KVM machines hanging

laradji · Dec 1, 2009

dietmar said:
Is it possible to reproduce that bug - how?

No it's was not , but it seem that vm how have work to do crash more often.

kionez · Jan 26, 2010

I have the same problems while i'm testing virtio disk performances with dd (reading 1Gb from /dev/zero or /dev/urandom) my KVM's virtual machine give me some kernel oops:
the first time a [ 2673.667286] BUG: unable to handle kernel NULL pointer dereference at 00000006 and segfaults dd, then after a reboot i leave a "while true" loop that gives many [1266927070.756591] BUG: soft lockup - CPU#0 stuck for 1179869794s! [swapper:0] and bring the VM to an un-usable status (cpu at 100%, difficulty to access to filesystem)..
I do tests on a standard i386 debian lenny with stock linux-image-2.6.26-2-686-bigmem kernel... now i installed a kernel backported from squeeze (2.6.32-trunk) and i repeat dd's test.

Do you confirm that kind of problem are solved with new kernel in guest system?

Thanks!

k.

TiagoRF · Jan 26, 2010

I have a similar problem in PVE 1.4.

Proxmox WEBGUI claims the machines are running, but they're totally frozen.

We saw something curious on a Exchange server behavior, the machine got up, but until the NIC got up (the X on top of the icon got away), you couldn't do anything on the machine.

If you pressed IE icon, for an instance, it would only come up after NIC.

The nic is E1000, and we're facing some issues.

We've changed the memory configuration, trying to stabalize the system, we've been working on the NICs, and apparently it's getting more and more stable with the time being.

I'll update you as soon as I have info.

And we're running 4 cores per machine, WS2008 on all of them.

kionez · Jan 27, 2010

I leave the dd stress test running for about 20hours on two gest, and gives no problems.. so i thought that removing host's cpufreq ondemand governor (i don't know why was enabled on hetzner's default installation) and upgrading guest lenny's kernel to squeeze's one solves this problem.

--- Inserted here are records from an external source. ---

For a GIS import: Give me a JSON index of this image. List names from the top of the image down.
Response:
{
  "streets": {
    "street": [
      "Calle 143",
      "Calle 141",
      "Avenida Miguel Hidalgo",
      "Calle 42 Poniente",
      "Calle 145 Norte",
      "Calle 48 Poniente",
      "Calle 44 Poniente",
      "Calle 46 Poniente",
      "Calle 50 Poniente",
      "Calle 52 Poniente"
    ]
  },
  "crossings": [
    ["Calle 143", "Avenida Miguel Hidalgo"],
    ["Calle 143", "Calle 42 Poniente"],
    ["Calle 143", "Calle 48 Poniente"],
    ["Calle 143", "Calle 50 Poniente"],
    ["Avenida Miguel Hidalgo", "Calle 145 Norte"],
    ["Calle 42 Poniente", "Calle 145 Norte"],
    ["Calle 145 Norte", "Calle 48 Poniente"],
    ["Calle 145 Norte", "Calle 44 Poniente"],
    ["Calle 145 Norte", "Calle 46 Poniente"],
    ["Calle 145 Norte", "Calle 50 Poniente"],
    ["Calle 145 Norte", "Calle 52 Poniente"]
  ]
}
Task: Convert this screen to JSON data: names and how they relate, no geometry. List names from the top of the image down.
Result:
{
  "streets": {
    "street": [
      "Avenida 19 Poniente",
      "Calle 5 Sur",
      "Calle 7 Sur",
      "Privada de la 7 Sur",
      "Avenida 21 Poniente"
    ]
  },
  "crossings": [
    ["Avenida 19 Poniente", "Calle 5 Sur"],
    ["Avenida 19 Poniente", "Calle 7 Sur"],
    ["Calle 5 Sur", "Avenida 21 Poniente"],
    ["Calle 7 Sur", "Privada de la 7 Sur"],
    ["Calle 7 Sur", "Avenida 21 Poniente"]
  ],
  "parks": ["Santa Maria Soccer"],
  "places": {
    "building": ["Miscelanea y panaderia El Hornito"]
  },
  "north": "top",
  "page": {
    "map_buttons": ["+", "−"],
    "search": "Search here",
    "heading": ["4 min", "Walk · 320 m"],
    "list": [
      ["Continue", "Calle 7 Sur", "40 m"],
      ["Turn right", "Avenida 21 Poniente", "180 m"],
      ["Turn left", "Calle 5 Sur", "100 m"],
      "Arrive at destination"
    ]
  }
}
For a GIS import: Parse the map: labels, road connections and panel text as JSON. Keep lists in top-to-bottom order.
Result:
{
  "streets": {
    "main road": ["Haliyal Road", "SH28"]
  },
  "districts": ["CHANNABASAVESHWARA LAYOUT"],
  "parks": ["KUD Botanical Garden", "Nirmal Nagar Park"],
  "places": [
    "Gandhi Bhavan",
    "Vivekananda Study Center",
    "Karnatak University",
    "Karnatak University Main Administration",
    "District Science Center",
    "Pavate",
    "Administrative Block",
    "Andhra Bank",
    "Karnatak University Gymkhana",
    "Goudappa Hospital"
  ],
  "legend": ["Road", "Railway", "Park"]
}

Today i re-created everything from scratch, in order to install my VM, i build a brand new guest, installed lenny, installed few packages, updated kernel to squeeze's one.. re-run a dd test ( dd if=/dev/zero of=/tmp/test bs=1M count=1000 ) and the second time I launch it, every problems come back:

It starts with:
[ 140.177741] BUG: Bad page state in process dd pfn:dae7d
Then:
[ 140.216248] BUG: unable to handle kernel NULL pointer dereference at 00000006
Andstarts with "Cpu Stuck",
[ 273.808162] BUG: soft lockup - CPU#1 stuck for 61s! [rm:1975]
(i can attach full dmesg log if it helps..)So, i can't trust this platform for my production enviroment.. :|

Code:

# pveversion -v
pve-manager: 1.5-5 (pve-manager/1.5/4627)
running kernel: 2.6.32-1-pve
proxmox-ve-2.6.32: 1.5-4
pve-kernel-2.6.32-1-pve: 2.6.32-4
qemu-server: 1.1-11
pve-firmware: 1.0-3
libpve-storage-perl: 1.0-8
vncterm: 0.9-2
vzctl: 3.0.23-1pve7
vzdump: 1.2-5
vzprocps: 2.0.11-1dso2
vzquota: 3.0.11-1
pve-qemu-kvm: 0.11.1-2
ksm-control-daemon: 1.0-2

ProxmoxVE is manually installed a Debian lenny hosted at Hetzner.de

The guest is a i386 debian, everything in ext3, with 4cores assigned, virtio disk and network, disk is stored on a LVM group over a SW raid mirror..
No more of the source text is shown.